Sie musste hier weg.



Mulder begann sich wirklich Sorgen zu machen, als Scully nach ein paar Minuten immer noch nicht zurückkam. Er sprach immer noch mit der Krankenschwester – Sybil Martens – die ihm alle seine Fragen geduldig beantwortete. Aber zurzeit waren seine Gedanken ganz woanders, so bekam er kaum mit, als Sybil auf einmal aufhörte zu reden. Seine Augen fixierten das Ende des Flures, den Scully eben langgegangen war.

„Sir? Alles in Ordnung?“

Damit wurde Mulder wieder in die Realität zurückgeholt. Er drehte seinen Kopf schlagartig wieder zu der Krankenschwester und nickte; er war jetzt aber einfach zu besorgt, als das es ihm peinlich gewesen wäre. Es war nicht normal, daß Scully einfach so wegging, auch wenn es ihr schlecht ging. Meistens stand sie es durch....

„Das war alles, Ms. Martens. Danke für Ihre Geduld.“

Und ohne die Antwort der jungen Frau abzuwarten, rannte er förmlich in die Richtung, die Scully eben eingeschlagen hatte. Wo würde sie hingegangen sein? Ins Auto? Zum Kaffeeautomaten? Er wusste es genauso wenig wie er ihre Beweggründe, einfach so wegzugehen, verstand.... im Grunde ahnte er schon, um was es ging. Er hatte sie verletzt. Darum ging es doch immer. Doch es war ihm jetzt, da sie zusammen waren, noch weniger egal als vorher, als ob da noch eine Stufe der Steigerung existiert hätte....

Als er das Ende des Korridors erreicht hatte, schaute er sich in allen Richtungen um. Nirgendwo war sie zu sehen, nur einige Bedienstete des Krankenhauses. Da..... er entdeckte eine offene Tür. Zimmer 203.... er hätte es wissen müssen.
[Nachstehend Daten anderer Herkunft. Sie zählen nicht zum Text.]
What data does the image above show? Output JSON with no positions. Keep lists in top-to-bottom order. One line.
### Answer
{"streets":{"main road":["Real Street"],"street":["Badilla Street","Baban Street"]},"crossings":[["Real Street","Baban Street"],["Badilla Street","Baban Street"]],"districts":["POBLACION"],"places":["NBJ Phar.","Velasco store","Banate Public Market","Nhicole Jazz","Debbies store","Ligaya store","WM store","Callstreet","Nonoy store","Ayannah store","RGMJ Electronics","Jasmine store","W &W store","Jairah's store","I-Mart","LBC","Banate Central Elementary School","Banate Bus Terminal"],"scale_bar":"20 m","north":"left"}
Wissen müssen..... verdammt, er brachte sie dazu, sich selbst zu quälen...

Er sah sie vor dem mit unzähligen medizinischen Maschinen zugestellten Bett stehen, in deren Mitte ein Lebewesen lag. Ein Junge. Julian. Nicht nur irgendein Junge. Es war Scullys Sohn. Und das wurde mir in diesem Moment erst wirklich bewusst.



Ich wusste gar nicht, wohin ich gehen wollte. Ich wusste nur, daß ich irgendwie nicht mehr ertragen konnte, wie Mulder und diese weiß-Gott-wie-sie-hieß Krankenschwester über dieses Haus redeten.... über diese Klinik in der laut Mulder meine Kinder liegen sollten.... und wir checken sollten ob alles ok ist. Vielleicht wollte ich einfach nicht hören, daß doch etwas verdächtiges existierte, etwas, was diese Institution zu einer verborgenen Hölle machte und gegen die wir natürlich überhaupt nichts machen konnte. Es war immer wieder der gleiche Teufelskreis... wir zerstörten uns doch nur mit diesem Wissen.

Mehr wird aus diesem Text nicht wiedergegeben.